Recuerda que hay un canon, una medida, unos modelos cinematográficos y su escritura para cada época y cada región. Hay nombres y obras que son referentes. Analizar y emitir un juicio a partir de las proximidades o distancias con respecto a esos referentes es incurrir en la comparación, en el contraste entre propuestas cinematográficas.
¿Cómo es eso de que el crítico tiene derecho a equivocarse?
Afortunadamente siempre hay miradas más agudas y dotadas que la nuestra. Será por eso que he tenido que devolver más de una corona a alguna película. Y al contrario, luego de algunas vueltas, he debido retirar mi confianza a algunos buenos arranques pero con muy poco agarre. Hay películas que envejecen bien y otras muy mal.
¿Es el desacuerdo un estímulo?
Si he hablado de conversación, en su curso necesariamente surgen acuerdos y desacuerdos. El hecho de intentar resolver estos últimos es lo que mantiene encendido el fuego del debate. Los acuerdos son la tibieza, y son a su modo saludables. Los desacuerdos no dan calor. La verdad no existe, pero sí su aspiración, y el desacuerdo es el combustible que mantiene viva la hoguera de esa aspiración.
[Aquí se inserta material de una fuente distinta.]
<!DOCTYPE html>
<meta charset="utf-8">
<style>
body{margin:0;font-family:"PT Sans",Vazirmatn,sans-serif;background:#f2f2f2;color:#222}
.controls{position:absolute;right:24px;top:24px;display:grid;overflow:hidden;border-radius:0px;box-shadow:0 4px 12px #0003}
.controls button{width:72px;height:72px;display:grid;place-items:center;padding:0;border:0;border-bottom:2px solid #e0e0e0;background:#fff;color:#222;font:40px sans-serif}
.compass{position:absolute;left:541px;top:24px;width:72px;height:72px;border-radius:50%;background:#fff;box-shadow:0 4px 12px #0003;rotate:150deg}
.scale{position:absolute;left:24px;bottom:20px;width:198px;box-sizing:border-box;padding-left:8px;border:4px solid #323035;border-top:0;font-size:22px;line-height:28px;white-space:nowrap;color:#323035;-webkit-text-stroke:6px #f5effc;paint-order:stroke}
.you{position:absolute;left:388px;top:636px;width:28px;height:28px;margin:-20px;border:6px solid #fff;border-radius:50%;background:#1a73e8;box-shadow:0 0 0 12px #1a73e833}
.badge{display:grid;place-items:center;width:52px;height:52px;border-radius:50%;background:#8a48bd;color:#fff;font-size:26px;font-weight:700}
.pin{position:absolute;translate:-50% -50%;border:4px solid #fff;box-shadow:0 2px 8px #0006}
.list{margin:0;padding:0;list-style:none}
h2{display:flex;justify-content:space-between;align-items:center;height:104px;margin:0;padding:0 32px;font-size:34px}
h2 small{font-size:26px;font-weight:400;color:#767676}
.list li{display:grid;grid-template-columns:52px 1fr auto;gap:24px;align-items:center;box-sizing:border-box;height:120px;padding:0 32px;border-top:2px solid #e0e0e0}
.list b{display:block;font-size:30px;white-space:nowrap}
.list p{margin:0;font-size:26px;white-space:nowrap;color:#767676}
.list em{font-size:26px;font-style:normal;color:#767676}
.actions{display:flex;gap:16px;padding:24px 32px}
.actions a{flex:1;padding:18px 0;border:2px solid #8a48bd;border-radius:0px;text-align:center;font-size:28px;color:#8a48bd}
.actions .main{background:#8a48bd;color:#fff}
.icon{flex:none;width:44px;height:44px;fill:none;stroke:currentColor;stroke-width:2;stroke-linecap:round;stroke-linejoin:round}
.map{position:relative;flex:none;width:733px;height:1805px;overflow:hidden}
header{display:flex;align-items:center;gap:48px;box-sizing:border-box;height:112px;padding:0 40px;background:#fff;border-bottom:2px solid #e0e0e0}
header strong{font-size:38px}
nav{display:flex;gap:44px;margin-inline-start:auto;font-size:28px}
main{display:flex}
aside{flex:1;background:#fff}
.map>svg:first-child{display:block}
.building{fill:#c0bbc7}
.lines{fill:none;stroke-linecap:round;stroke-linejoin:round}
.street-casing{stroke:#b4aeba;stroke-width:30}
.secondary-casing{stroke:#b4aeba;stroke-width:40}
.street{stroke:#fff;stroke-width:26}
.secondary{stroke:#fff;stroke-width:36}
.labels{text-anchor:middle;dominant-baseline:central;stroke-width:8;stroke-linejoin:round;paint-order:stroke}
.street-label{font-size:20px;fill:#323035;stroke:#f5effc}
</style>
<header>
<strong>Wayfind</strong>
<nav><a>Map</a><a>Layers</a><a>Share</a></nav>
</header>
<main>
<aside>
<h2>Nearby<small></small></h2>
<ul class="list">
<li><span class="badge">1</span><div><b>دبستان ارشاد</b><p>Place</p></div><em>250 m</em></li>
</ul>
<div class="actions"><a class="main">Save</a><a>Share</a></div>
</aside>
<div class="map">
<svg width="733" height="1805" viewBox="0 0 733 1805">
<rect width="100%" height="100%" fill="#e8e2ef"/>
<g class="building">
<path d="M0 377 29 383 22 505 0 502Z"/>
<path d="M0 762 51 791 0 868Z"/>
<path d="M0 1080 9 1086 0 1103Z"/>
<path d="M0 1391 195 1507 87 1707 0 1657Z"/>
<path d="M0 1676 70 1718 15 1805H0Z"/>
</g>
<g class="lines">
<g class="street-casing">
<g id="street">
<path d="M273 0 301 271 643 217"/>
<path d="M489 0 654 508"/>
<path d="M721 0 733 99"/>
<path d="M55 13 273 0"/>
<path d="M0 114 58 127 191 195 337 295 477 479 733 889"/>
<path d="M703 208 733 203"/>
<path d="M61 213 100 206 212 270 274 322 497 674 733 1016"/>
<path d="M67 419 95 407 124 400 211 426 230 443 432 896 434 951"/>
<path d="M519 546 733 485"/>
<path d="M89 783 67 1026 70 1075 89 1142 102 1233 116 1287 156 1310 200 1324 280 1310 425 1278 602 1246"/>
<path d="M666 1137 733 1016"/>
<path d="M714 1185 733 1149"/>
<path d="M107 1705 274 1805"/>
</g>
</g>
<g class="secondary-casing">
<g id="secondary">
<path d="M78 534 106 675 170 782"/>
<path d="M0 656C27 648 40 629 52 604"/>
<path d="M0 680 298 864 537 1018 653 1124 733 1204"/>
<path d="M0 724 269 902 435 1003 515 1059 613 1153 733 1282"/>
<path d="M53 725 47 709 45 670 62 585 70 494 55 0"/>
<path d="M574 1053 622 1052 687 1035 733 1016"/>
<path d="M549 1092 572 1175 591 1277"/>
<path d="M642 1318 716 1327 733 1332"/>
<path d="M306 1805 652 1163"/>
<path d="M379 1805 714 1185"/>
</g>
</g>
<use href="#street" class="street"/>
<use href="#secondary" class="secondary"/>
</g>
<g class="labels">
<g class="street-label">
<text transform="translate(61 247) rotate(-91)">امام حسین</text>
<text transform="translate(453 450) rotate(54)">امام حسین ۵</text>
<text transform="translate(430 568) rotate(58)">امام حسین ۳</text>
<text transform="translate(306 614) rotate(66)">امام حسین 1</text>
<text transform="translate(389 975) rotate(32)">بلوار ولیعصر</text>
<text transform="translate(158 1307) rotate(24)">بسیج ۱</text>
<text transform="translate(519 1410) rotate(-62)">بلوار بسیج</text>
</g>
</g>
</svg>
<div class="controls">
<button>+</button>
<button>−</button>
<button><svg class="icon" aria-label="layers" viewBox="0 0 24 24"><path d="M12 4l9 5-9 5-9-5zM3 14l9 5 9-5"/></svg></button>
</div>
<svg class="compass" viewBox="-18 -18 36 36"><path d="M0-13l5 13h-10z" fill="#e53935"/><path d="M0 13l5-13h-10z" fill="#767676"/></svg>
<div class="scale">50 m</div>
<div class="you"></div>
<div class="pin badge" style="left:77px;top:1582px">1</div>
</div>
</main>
¿Debe el crítico enunciar sus disgustos?
El crítico es un aguafiestas, sobre todo cuando tiene que escribir sobre lo que no le gusta. Y esto ocurre porque la crítica es un gusto personal expresado y argumentado —lo cual nada tiene que ver con la gratuidad subjetiva—; al contrario, trato de que mis apasionamientos y gustos, por encima de sí mismos, aspiren a la objetividad. Y por supuesto, tengo mis preferencias. Comulgo más con el cine intimista y estetizante que con el político. Pero si enfrento a un filme político, imaginativo e ingenioso, le doy el premio. Mi modelo en este sentido, de cómo el cine estetiza la política, es Pajarracos y pajaritos (1966), de Pasolini.
¿Crees que la crítica a la crítica es positiva?
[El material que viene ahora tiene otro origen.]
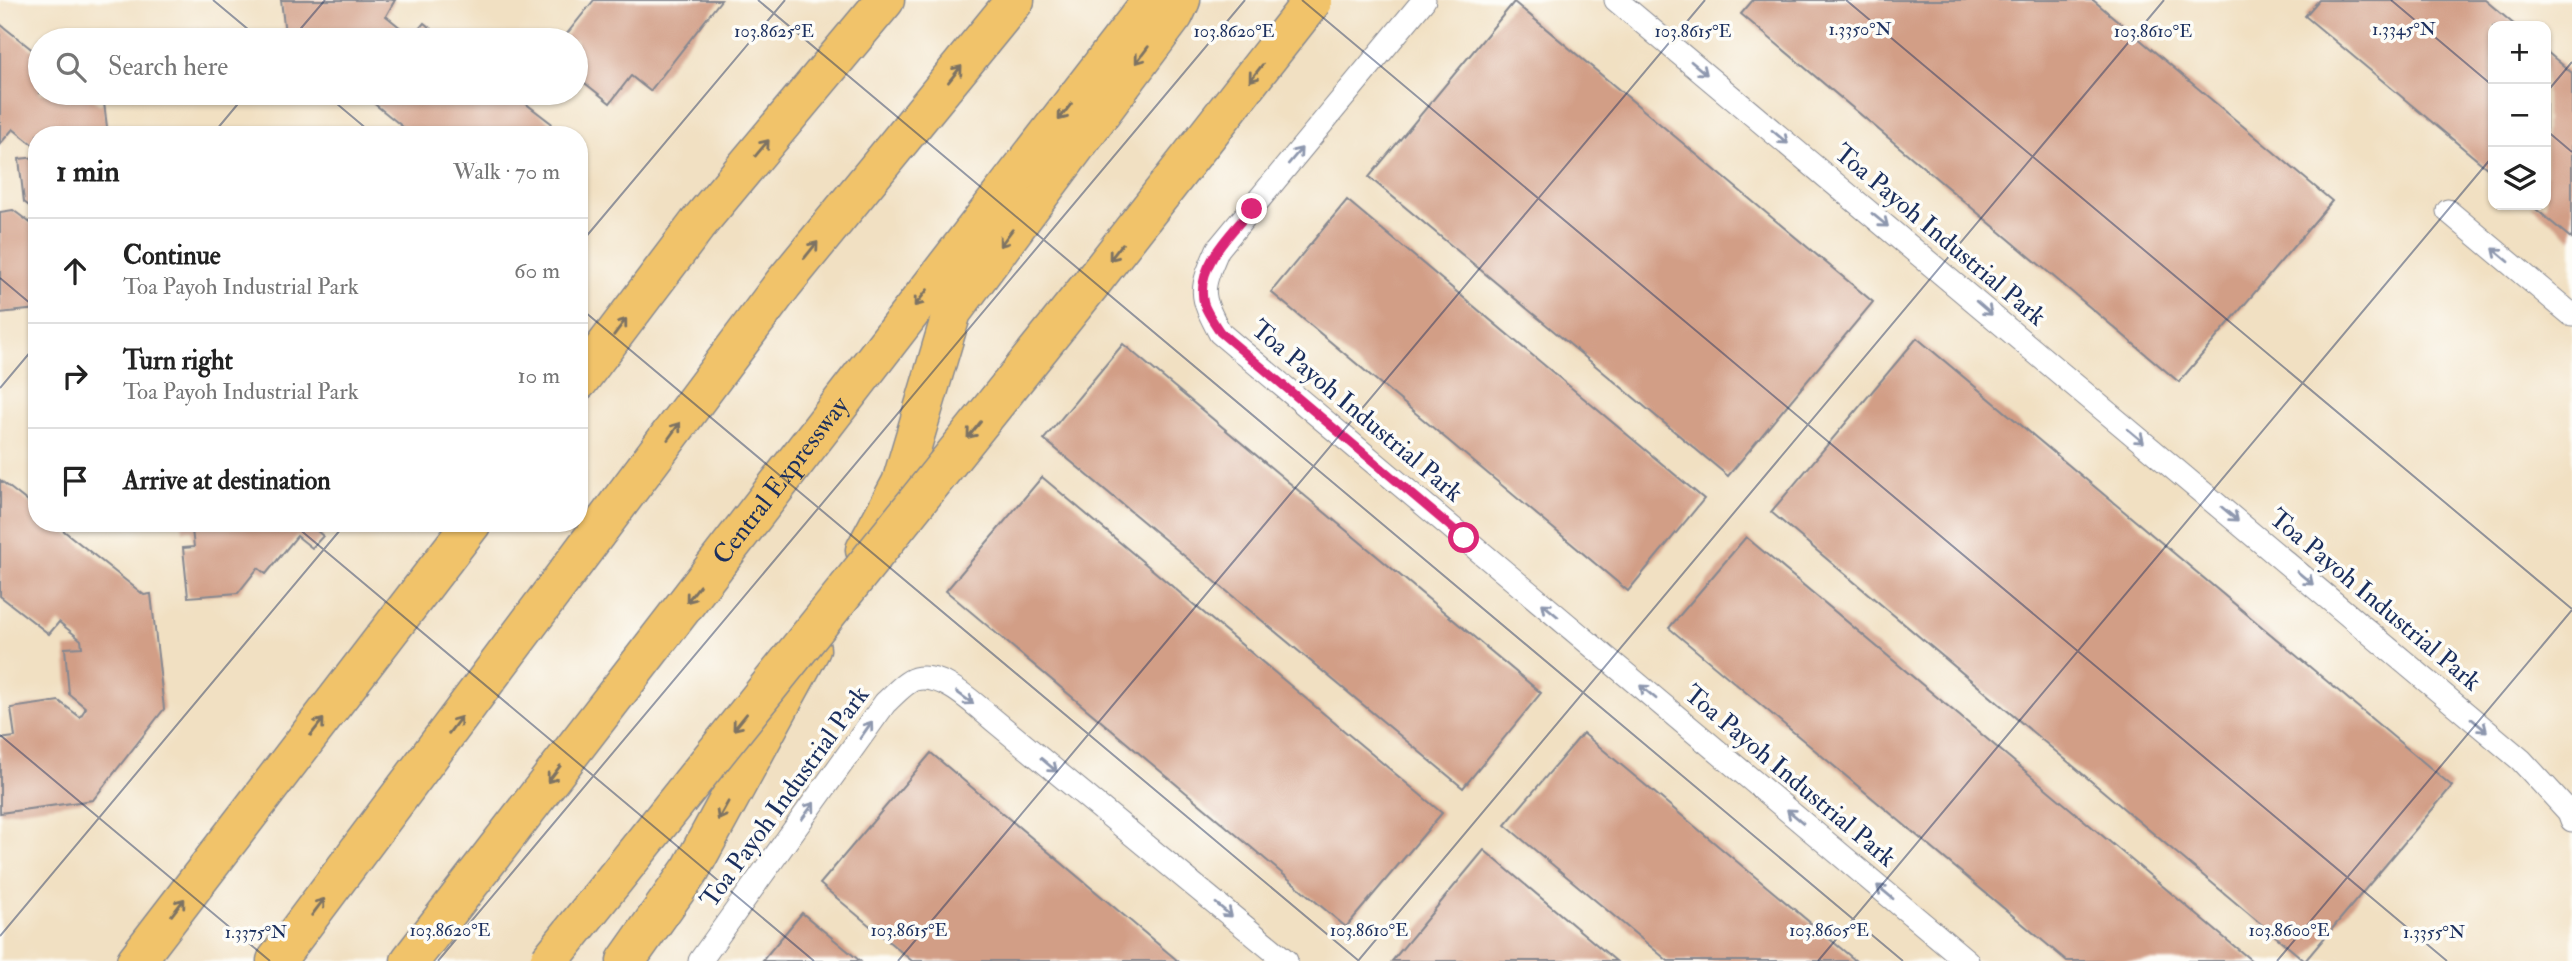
<!DOCTYPE html>
<meta charset="utf-8">
<style>
:root{--surface:#fff;--page:#f6f6f6;--text:#222;--muted:#767676;--line:#e0e0e0}
body{margin:0;font-family:"IM FELL Double Pica",serif;background:var(--page);color:var(--text)}
.controls{position:absolute;right:21px;top:21px;display:grid;overflow:hidden;border-radius:14px;box-shadow:0 2px 5px #0004}
.controls button{width:63px;height:63px;display:grid;place-items:center;padding:0;border:0;border-bottom:2px solid var(--line);background:var(--surface);color:var(--text);font:35px sans-serif}
.stop{position:absolute;width:21px;height:21px;margin:-16px;border:5px solid #db2777;border-radius:50%;background:#fff}
.stop.end{background:#db2777;border-color:#fff;box-shadow:0 2px 7px #0008}
.list{margin:0;padding:0;list-style:none}
h2{display:flex;justify-content:space-between;align-items:center;height:91px;margin:0;padding:0 28px;font-size:30px}
h2 small{font-size:23px;font-weight:400;color:var(--muted)}
.list li{display:grid;grid-template-columns:46px 1fr auto;gap:21px;align-items:center;box-sizing:border-box;height:105px;padding:0 28px;border-top:2px solid var(--line)}
.list b{display:block;font-size:26px;white-space:nowrap}
.list p{margin:0;font-size:23px;white-space:nowrap;color:var(--muted)}
.list em{font-size:23px;font-style:normal;color:var(--muted)}
.icon{flex:none;width:38px;height:38px;fill:none;stroke:currentColor;stroke-width:2;stroke-linecap:round;stroke-linejoin:round}
.map{position:relative;flex:none;width:2572px;height:961px;overflow:hidden}
.search{position:absolute;background:var(--surface);box-shadow:0 2px 5px #0004;left:28px;top:28px;width:560px;height:77px;display:flex;align-items:center;gap:18px;box-sizing:border-box;padding:0 24px;border-radius:38px;color:var(--muted);font-size:26px}
.panel{position:absolute;background:var(--surface);box-shadow:0 2px 5px #0004;left:28px;top:126px;width:560px;height:406px;border-radius:28px}
.map>svg:first-child{display:block}
</style>
<div class="map">
<svg width="2572" height="961" viewBox="0 0 2572 961">
<rect width="100%" height="100%" fill="#fdfcf7"/>
<filter id="ink" filterUnits="userSpaceOnUse"><feTurbulence type="fractalNoise" baseFrequency=".0143" numOctaves="2"/><feDisplacementMap in="SourceGraphic" scale="14" xChannelSelector="R" yChannelSelector="G"/><feConvolveMatrix kernelMatrix="1 2 1 2 8 2 1 2 1" color-interpolation-filters="sRGB"/></filter>
<filter id="wash" filterUnits="userSpaceOnUse"><feTurbulence type="fractalNoise" baseFrequency=".00686" numOctaves="4" result="noise"/><feDisplacementMap in="SourceGraphic" scale="28" xChannelSelector="R" yChannelSelector="G"/><feGaussianBlur stdDeviation="1.57" result="paint"/><feColorMatrix in="noise" values="0 0 0 0 0 0 0 0 0 0 0 0 0 0 0 0 0 1.4 0 .05"/><feComposite in="paint" operator="in"/></filter>
<g filter="url(#wash)">
<rect width="100%" height="100%" fill="#f1e0c2"/>
<g id="blocks">
<g fill="#d29e86">
<polygon points="281,0 395,0 386,16 412,37 424,23 445,40 294,40 285,33"/>
<polygon points="594,0 721,0 650,91 631,76 610,103 576,76 576,40 562,40"/>
<polygon points="1753,0 2093,0 2332,201 2179,382 1741,14"/>
<polygon points="2319,0 2485,0 2516,26 2493,26 2493,173 2305,16"/>
<polygon points="1514,2 1873,302 1728,476 1369,177"/>
<polygon points="0,24 40,56 40,93 86,93 99,104 104,103 108,135 37,135 37,148 13,129 0,144"/>
<polygon points="2546,51 2572,73 2572,239 2531,205 2546,205"/>
<polygon points="361,93 512,93 551,123 542,135 413,135"/>
<polygon points="37,157 37,212 24,202 19,159"/>
<polygon points="1347,200 1704,499 1628,591 1271,292"/>
<polygon points="13,210 37,228 37,309 0,313 0,212"/>
<polygon points="1917,338 2452,786 2305,961 1771,512"/>
<polygon points="1123,344 1541,693 1463,788 1044,439"/>
<polygon points="1042,477 1442,813 1346,927 946,591"/>
<polygon points="0,480 37,509 37,523 54,523 144,595 151,594 164,709 93,800 0,813 0,739 15,737 11,708 59,701 80,717 86,708 69,694 65,648 82,647 81,640 59,622 49,634 0,596"/>
<polygon points="182,523 308,523 323,536 312,548 297,536 266,574 258,568 238,593 188,597 183,548 194,547 192,530 183,531"/>
<polygon points="1746,537 2252,961 2067,961 1669,628"/>
<polygon points="1583,733 1856,961 1668,961 1505,825"/>
<polygon points="931,753 1178,961 912,961 820,884"/>
<polygon points="1484,850 1616,961 1392,961"/>
<polygon points="802,913 860,961 762,961"/>
</g>
</g>
</g>
<g filter="url(#ink)">
<use href="#blocks" fill-opacity="0" stroke="#868890" stroke-width="2"/>
<g fill="none" stroke-linecap="round" stroke-linejoin="round">
<defs>
<g id="lane">
<path d="M1424,0L1218,249C1200,290 1199,294 1220,333L1967,961"/>
<polyline points="1616,0 2521,760 2569,812 2572,820"/>
<polyline points="2448,211 2572,315"/>
<path d="M700,961L885,703C893,696 905,682 915,679C944,672 975,705 996,722L1286,961"/>
</g>
<g id="highway">
<polyline points="579,381 697,225 885,0"/>
<polyline points="865,550 901,483 952,312 1174,15 1181,0"/>
<polyline points="136,961 472,523"/>
<polyline points="276,961 783,284 1015,0"/>
<path id="s1" d="M410,961L1152,0"/>
<polyline points="626,961 691,869 811,649"/>
</g>
</defs>
<use href="#lane" stroke="#868890" stroke-width="25"/>
<use href="#highway" stroke="#868890" stroke-width="41"/>
<use href="#lane" stroke="#fff" stroke-width="23"/>
<use href="#highway" stroke="#f1c36a" stroke-width="38"/>
<defs>
<polyline id="highway-bridge" points="549,961 1091,284 1313,0"/>
</defs>
<use href="#highway-bridge" stroke="#868890" stroke-width="41" stroke-linecap="butt"/>
<use href="#highway-bridge" stroke="#f1c36a" stroke-width="38"/>
</g>
<defs><path id="oneway-shaft" d="M-6 0H5M1.5-3L5.5 0L1.5 3" fill="none" stroke-width="1.6" stroke-linecap="round" stroke-linejoin="round" transform="scale(1.75)"/></defs>
<g stroke="#7b7263">
<use href="#oneway-shaft" transform="translate(1142 55) rotate(127)"/>
<use href="#oneway-shaft" transform="translate(1256 73) rotate(128)"/>
<use href="#oneway-shaft" transform="translate(955 74) rotate(-51)"/>
<use href="#oneway-shaft" transform="translate(1065 112) rotate(128)"/>
<use href="#oneway-shaft" transform="translate(762 148) rotate(-50)"/>
<use href="#oneway-shaft" transform="translate(1006 238) rotate(127)"/>
<use href="#oneway-shaft" transform="translate(811 250) rotate(-51)"/>
<use href="#oneway-shaft" transform="translate(1116 252) rotate(128)"/>
<use href="#oneway-shaft" transform="translate(921 298) rotate(128)"/>
<use href="#oneway-shaft" transform="translate(620 327) rotate(-53)"/>
<use href="#oneway-shaft" transform="translate(974 430) rotate(129)"/>
<use href="#oneway-shaft" transform="translate(674 431) rotate(-54)"/>
<use href="#oneway-shaft" transform="translate(693 594) rotate(128)"/>
<use href="#oneway-shaft" transform="translate(740 722) rotate(129)"/>
<use href="#oneway-shaft" transform="translate(455 725) rotate(-53)"/>
<use href="#oneway-shaft" transform="translate(317 727) rotate(-52)"/>
<use href="#oneway-shaft" transform="translate(554 774) rotate(128)"/>
<use href="#oneway-shaft" transform="translate(723 811) rotate(119)"/>
<use href="#oneway-shaft" transform="translate(178 907) rotate(-52)"/>
<use href="#oneway-shaft" transform="translate(318 907) rotate(-53)"/>
</g>
<g stroke="#8d97ae">
<use href="#oneway-shaft" transform="translate(1699 68) rotate(40)"/>
<use href="#oneway-shaft" transform="translate(1780 137) rotate(40)"/>
<use href="#oneway-shaft" transform="translate(1295 156) rotate(-50)"/>
<use href="#oneway-shaft" transform="translate(1880 220) rotate(39)"/>
<use href="#oneway-shaft" transform="translate(2501 255) rotate(-140)"/>
<use href="#oneway-shaft" transform="translate(1984 308) rotate(41)"/>
<use href="#oneway-shaft" transform="translate(2136 436) rotate(40)"/>
<use href="#oneway-shaft" transform="translate(2230 514) rotate(40)"/>
<use href="#oneway-shaft" transform="translate(2305 578) rotate(40)"/>
<use href="#oneway-shaft" transform="translate(1550 610) rotate(-140)"/>
<use href="#oneway-shaft" transform="translate(1648 692) rotate(-140)"/>
<use href="#oneway-shaft" transform="translate(965 698) rotate(36)"/>
<use href="#oneway-shaft" transform="translate(2479 725) rotate(40)"/>
<use href="#oneway-shaft" transform="translate(866 730) rotate(-55)"/>
<use href="#oneway-shaft" transform="translate(1049 765) rotate(40)"/>
<use href="#oneway-shaft" transform="translate(808 811) rotate(-54)"/>
<use href="#oneway-shaft" transform="translate(1795 816) rotate(-140)"/>
<use href="#oneway-shaft" transform="translate(1885 892) rotate(-140)"/>
<use href="#oneway-shaft" transform="translate(1224 910) rotate(40)"/>
</g>
</g>
<g fill="none" stroke-linecap="round" stroke-linejoin="round" filter="url(#ink)">
<path stroke="#db2777" stroke-width="9" d="M1252,209C1231,233 1194,268 1204,304C1207,313 1215,324 1220,332L1464,538"/>
</g>
<path fill="none" stroke="#1b2f5e" stroke-width="2" stroke-opacity="0.45" d="M213,0L261,40M758,0L1903,961M1302,0L2447,961M1846,0L2572,609M2391,0L2493,86M291,40L325,0M324,93L374,135M2546,93L2572,62M2546,130L2572,152M212,135L247,93M579,245L785,0M0,278L37,309M579,307L1359,961M0,388L37,344M292,523L814,961M0,735L270,961M0,936L346,523M438,961L1245,0M898,961L1705,0M1358,961L2164,0M1818,961L2493,156M2277,961L2572,610"/>
<g text-anchor="middle" dominant-baseline="central" stroke-width="7" stroke-linejoin="round" paint-order="stroke">
<g font-size="26" fill="#1b2f5e" stroke="#fdfcf7">
<text transform="translate(1940 235) rotate(40)">Toa Payoh Industrial Park</text>
<text transform="translate(1357 411) rotate(40)">Toa Payoh Industrial Park</text>
<text stroke="none"><textPath href="#s1" startOffset="607">Central Expressway</textPath></text>
<text transform="translate(2375 600) rotate(40)">Toa Payoh Industrial Park</text>
<text transform="translate(1790 776) rotate(40)">Toa Payoh Industrial Park</text>
<text transform="translate(785 797) rotate(-54)">Toa Payoh Industrial Park</text>
</g>
</g>
<g font-size="18" text-anchor="middle" fill="#1b2f5e" stroke="#fdfcf7" stroke-width="7" stroke-linejoin="round" paint-order="stroke">
<text x="2404" y="35">1.3345°N</text>
<text x="1860" y="35">1.3350°N</text>
<text x="774" y="37">103.8625°E</text>
<text x="1234" y="37">103.8620°E</text>
<text x="1693" y="37">103.8615°E</text>
<text x="2153" y="37">103.8610°E</text>
<text x="450" y="936">103.8620°E</text>
<text x="909" y="936">103.8615°E</text>
<text x="1369" y="936">103.8610°E</text>
<text x="1829" y="936">103.8605°E</text>
<text x="2289" y="936">103.8600°E</text>
<text x="256" y="938">1.3375°N</text>
<text x="2434" y="938">1.3355°N</text>
</g>
</svg>
<div class="controls">
<button>+</button>
<button>−</button>
<button><svg class="icon" aria-label="layers" viewBox="0 0 24 24"><path d="M12 4l9 5-9 5-9-5zM3 14l9 5 9-5"/></svg></button>
</div>
<div class="stop" style="left:1464px;top:538px"></div>
<div class="stop end" style="left:1252px;top:209px"></div>
<div class="search"><svg class="icon" aria-label="search" viewBox="0 0 24 24"><circle cx="10" cy="10" r="6"/><path d="M15 15l6 6"/></svg>Search here</div>
<section class="panel">
<h2>1 min<small>Walk · 70 m</small></h2>
<ul class="list">
<li><svg class="icon" aria-label="ahead" viewBox="0 0 24 24"><path d="M12 20V5M6 11l6-6 6 6"/></svg><div><b>Continue</b><p>Toa Payoh Industrial Park</p></div><em>60 m</em></li>
<li><svg class="icon" aria-label="right" viewBox="0 0 24 24"><path d="M7 20v-9h11M14 6l5 5-5 5"/></svg><div><b>Turn right</b><p>Toa Payoh Industrial Park</p></div><em>10 m</em></li>
<li><svg class="icon" aria-label="arrive" viewBox="0 0 24 24"><path d="M6 21V4h12l-3 4 3 4H6"/></svg><div><b>Arrive at destination</b></div></li>
</ul>
</section>
</div>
Más que positivo, es necesario, es nuestro deber y salvación. Solamente esos criterios opuestos y expresados sostienen la conversación, y consecuentemente, acompañan un proyecto cinematográfico. Nuestra cinematografía en ciernes requiere esa mirada y esas palabras que incomoden, que replanteen lecturas y mapas, que descubran valores ocultos y desnude imposturas, pero este gesto –volcado hacia su referente– se completa con el acto supremo de la crítica: enjuiciar a la crítica, a toda crítica.
¿Solo hay cine en un texto crítico?
Yo sostengo de plano que un texto crítico registre lo que le pasa a una película, que un texto predique de su referente real. Pero esta es solo una parte de la diversión. Lo que pretendemos –y nos esforzamos por lograr– es que también le pase algo al texto en tanto texto, en tanto escritura. Dicho de otro modo, al texto hay que dotarlo de un valor agregado, de un poco de ingenio.
¿Crea política la crítica?
Algunos críticos latinoamericanos creen que no obstante el giro intimista del cine subcontinental, la política está allí: ya no en primer plano sino como telón de fondo. Me interesa la política en tanto crítica política a los macro, meso, micro y nanopoderes de toda tendencia. Las utopías son ficciones, y como dice Gunning, la historia nos enseña que ciertamente sirven como inspiración, pero en la medida en que se mantengan lejanas y permanezcan como utópicas…Y cierro –creo que abruptamente– con esta perla de Wilfrido Corral, el “trabajo de un crítico no es tener la razón sino expresar su opinión”.